2.2 Centralized Expiration Optimization

There are two ways to avoid this problem:

Add a random expiration time to the centralized expired key to break up the centralized expired time and reduce the pressure on Redis to clean up the expired key.
If you are using Redis version 4.0 or above, you can turn on the lazy-free mechanism. When deleting expired keys, the operation of releasing memory is executed in the background thread to avoid blocking the main thread.

The first solution is to add a random time when setting the expiration time of the key. The pseudo code can be written this way:

# Randomly expire within 5 minutes after the expiration time.
redis.expireat(key, expire_time + random(300))

The second solution is to enable the lazy-free mechanism for Redis 4.0 or later.

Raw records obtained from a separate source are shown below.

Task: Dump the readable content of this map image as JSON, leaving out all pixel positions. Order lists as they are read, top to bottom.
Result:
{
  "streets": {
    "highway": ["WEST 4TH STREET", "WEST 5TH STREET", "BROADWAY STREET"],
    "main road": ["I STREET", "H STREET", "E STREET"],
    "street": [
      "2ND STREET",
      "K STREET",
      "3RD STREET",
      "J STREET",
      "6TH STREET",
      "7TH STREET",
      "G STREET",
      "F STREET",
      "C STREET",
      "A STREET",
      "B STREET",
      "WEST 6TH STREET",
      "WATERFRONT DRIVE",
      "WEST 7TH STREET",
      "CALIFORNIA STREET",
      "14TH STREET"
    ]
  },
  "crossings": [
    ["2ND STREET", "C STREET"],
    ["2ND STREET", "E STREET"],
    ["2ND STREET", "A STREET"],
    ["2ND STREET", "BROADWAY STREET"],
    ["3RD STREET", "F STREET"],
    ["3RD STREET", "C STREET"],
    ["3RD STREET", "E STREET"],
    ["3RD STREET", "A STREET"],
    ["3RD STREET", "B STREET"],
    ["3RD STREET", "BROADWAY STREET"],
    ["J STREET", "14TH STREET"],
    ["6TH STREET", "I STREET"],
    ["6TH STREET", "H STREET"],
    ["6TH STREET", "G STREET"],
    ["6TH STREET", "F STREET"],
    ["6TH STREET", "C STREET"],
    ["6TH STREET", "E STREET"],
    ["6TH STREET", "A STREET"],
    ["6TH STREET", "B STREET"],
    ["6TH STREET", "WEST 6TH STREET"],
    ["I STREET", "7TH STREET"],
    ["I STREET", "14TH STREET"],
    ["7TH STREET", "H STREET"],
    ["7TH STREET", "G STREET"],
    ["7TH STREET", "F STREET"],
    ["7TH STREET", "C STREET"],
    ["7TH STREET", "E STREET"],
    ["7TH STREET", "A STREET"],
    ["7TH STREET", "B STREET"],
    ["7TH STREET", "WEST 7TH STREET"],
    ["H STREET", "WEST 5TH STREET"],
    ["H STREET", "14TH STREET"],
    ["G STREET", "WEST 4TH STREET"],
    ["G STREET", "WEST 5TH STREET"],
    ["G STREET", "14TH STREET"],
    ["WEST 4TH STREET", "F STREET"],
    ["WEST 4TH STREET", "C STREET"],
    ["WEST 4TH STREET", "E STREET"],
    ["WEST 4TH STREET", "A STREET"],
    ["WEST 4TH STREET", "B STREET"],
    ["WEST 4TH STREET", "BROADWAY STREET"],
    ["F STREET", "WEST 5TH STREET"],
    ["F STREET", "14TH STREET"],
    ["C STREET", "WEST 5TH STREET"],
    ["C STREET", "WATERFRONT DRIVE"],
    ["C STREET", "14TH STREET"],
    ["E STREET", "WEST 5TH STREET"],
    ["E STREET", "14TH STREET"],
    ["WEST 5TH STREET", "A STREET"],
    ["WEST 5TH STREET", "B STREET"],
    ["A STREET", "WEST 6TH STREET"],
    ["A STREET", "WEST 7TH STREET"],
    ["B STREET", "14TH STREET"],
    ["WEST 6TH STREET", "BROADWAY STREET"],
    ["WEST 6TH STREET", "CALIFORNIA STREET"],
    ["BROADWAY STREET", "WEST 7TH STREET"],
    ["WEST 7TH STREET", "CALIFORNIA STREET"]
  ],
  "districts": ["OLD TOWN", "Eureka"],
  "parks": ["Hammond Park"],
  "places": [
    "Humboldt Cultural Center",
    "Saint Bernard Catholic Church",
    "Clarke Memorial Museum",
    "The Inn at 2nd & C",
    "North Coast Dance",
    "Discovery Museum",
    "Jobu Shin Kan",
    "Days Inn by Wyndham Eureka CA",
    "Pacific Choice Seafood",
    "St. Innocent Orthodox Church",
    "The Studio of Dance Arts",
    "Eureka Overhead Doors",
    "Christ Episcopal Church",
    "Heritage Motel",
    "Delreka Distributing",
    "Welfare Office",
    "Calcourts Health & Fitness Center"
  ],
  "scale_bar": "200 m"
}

# Release the memory of expired keys and put it into a background thread for execution.
lazyfree-lazy-expire yes

At the O&M level, you need to monitor the running status data of Redis. You can run the INFO command on Redis to obtain all the running status data of this instance.

Here, we need to focus on expired_keys, which represents the cumulative number of expired keys deleted in the entire instance so far.

You need to monitor this metric. When this metric has a sudden increase in a short period, you need to report it in time, and compare and analyze it with the time point when the business application reports slow down to check whether the time is consistent. If they are consistent, you can confirm that the latency is indeed caused by the centralized expired key.

2.3 The Instance Memory Reaches the Upper Limit

Avoid storing bigkey and reduce the time-consuming of releasing memory
The elimination strategy is changed to random elimination, which is much faster than LRU (adjusted according to business conditions).
Split the instance and spread the pressure of eliminating keys to multiple instances
If a Redis version 4.0 or above is used, turn on the lazy-free mechanism and put the operation of eliminating the key to release memory into the background thread for execution (configuration lazyfree-lazy-eviction=yes).

2.4 Fork Time-Consuming Optimization

Control the Memory of a Redis Instance: Try to keep the memory below 10 GB. The duration of fork execution depends on the size of the instance. The larger the instance, the longer the duration.
Reasonable Configuration of Data Persistence Policies: RDB backup is performed on slave nodes. We recommend performing an RDB backup during off-peak hours. For businesses that are not sensitive to lost data (such as using Redis as a cache), you can disable AOF and AOF rewrite.
Do Not Deploy an ApsaraDB for Redis Instance on a Virtual Machine: The time required for a fork is related to the system. A virtual machine takes longer than a physical machine.
Reduce the Probability of Full Synchronization between Master and Slave Databases: Appropriately increase the repl-backlog-size parameters to avoid full synchronization between master and slave.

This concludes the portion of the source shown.